As `cities` is a DataFrame you can apply data manipulations, for instance:

In [None]:
cities['population'].mean()

### Points vs Lines vs Polygons

We need some more data! Create Points by squeezing out the geometry for each city:

In [None]:
lon_point = cities.loc[cities['city'] == 'London', 'geometry'].squeeze()
man_point = cities.loc[cities['city'] == 'Manchester', 'geometry'].squeeze()
birm_point = cities.loc[cities['city'] == 'Birmingham', 'geometry'].squeeze()
leeds_point = cities.loc[cities['city'] == 'Leeds', 'geometry'].squeeze()

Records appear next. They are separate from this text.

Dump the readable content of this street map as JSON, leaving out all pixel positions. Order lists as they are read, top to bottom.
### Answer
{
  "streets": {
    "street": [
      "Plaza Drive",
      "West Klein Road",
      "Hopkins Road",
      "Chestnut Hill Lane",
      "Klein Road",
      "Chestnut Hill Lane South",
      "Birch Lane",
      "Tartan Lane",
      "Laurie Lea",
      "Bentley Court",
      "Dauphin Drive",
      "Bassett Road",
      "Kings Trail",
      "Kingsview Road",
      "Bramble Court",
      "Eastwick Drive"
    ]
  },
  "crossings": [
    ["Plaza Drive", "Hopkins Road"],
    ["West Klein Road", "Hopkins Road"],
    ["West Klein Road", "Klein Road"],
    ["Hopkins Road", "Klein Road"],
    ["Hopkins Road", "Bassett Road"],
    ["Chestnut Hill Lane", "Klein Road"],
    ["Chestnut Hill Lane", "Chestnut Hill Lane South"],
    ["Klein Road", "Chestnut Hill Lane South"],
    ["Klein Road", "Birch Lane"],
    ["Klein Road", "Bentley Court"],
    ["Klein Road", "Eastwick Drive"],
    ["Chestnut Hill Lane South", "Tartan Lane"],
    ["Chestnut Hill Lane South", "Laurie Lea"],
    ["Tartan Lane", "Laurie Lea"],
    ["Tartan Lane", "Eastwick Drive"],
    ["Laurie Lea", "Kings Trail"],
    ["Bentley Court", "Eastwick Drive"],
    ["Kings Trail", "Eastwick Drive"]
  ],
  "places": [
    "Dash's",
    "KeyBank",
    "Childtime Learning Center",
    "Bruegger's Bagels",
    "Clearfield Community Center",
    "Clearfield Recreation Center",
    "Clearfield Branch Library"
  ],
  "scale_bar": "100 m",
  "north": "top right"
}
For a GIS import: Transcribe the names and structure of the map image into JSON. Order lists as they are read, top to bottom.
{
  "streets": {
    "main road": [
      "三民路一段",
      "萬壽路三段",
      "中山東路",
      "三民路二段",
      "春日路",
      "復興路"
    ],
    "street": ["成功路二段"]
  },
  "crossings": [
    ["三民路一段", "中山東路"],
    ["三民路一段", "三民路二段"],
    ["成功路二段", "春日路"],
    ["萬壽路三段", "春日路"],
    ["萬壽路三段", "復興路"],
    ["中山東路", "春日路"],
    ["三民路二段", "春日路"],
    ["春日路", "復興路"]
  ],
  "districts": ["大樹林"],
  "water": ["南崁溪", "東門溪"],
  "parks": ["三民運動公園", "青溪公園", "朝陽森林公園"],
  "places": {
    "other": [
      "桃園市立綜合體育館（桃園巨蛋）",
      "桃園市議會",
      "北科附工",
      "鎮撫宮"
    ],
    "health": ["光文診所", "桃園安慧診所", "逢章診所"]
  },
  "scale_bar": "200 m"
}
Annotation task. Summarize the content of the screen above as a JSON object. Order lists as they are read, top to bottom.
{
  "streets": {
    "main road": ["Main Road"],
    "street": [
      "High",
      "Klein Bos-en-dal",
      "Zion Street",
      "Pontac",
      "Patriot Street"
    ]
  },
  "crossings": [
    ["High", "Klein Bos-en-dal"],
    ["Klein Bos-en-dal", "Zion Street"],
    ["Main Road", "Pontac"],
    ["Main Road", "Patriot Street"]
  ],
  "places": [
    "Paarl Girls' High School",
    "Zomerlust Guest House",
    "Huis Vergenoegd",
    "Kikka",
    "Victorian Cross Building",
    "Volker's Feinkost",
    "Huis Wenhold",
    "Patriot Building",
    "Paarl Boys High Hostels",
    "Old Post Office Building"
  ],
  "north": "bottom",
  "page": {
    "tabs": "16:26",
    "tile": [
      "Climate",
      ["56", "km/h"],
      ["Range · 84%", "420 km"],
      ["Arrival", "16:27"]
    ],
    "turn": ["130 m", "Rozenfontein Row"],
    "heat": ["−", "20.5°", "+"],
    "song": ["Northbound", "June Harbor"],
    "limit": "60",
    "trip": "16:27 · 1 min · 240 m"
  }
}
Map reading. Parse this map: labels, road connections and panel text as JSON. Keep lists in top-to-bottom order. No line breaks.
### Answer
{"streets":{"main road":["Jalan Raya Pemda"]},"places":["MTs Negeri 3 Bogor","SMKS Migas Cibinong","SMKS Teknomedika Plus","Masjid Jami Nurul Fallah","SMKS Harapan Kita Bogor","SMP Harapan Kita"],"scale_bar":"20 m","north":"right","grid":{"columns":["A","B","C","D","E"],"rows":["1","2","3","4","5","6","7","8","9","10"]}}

Lines between 2 cities by creating a LineString between 2 points:

In [None]:
lon_man_line = gpd.GeoSeries(LineString([lon_point, man_point]))
man_birm_line = gpd.GeoSeries(LineString([man_point, birm_point]))
birm_lon_line = gpd.GeoSeries(LineString([birm_point,lon_point]))
leeds_man_line = gpd.GeoSeries(LineString([leeds_point, man_point]))
birm_leeds_line = gpd.GeoSeries(LineString([birm_point,leeds_point]))

A polygon between 3 cities by creating a Polygon between 3 points:

In [None]:
Polygon([[lon_point.x,lon_point.y],[man_point.x,man_point.y],[lon_point.x,lon_point.y]])
lon_man_birm_polygon = gpd.GeoSeries(Polygon([[lon_point.x,lon_point.y],[man_point.x,man_point.y],[birm_point.x,birm_point.y],[lon_point.x,lon_point.y]]))
leeds_man_birm_polygon = gpd.GeoSeries(Polygon([[leeds_point.x,leeds_point.y],[man_point.x,man_point.y],[birm_point.x,birm_point.y]]))

And plot all of them together:

In [None]:
fig, (poly1,poly2) = plt.subplots(ncols=2, sharex=True, sharey=True)

lon_man_birm_polygon.plot(ax=poly1, color='lightblue', edgecolor='black',alpha=0.5);
lon_man_line.plot(ax=poly1,color='violet',alpha=0.5);
man_birm_line.plot(ax=poly1,color='blue',alpha=0.5);
birm_lon_line.plot(ax=poly1,color='green',alpha=0.5);

leeds_man_birm_polygon.plot(ax=poly2, color='yellow', edgecolor='black',alpha=0.5);
leeds_man_line.plot(ax=poly2,color='red',alpha=0.5);
man_birm_line.plot(ax=poly2,color='blue',alpha=0.5);
birm_leeds_line.plot(ax=poly2,color='green',alpha=0.5);

### Overlay

With overlay you can combine geometries, for instance union, difference, symmetrical difference and intersection are some of the operations that can be performed.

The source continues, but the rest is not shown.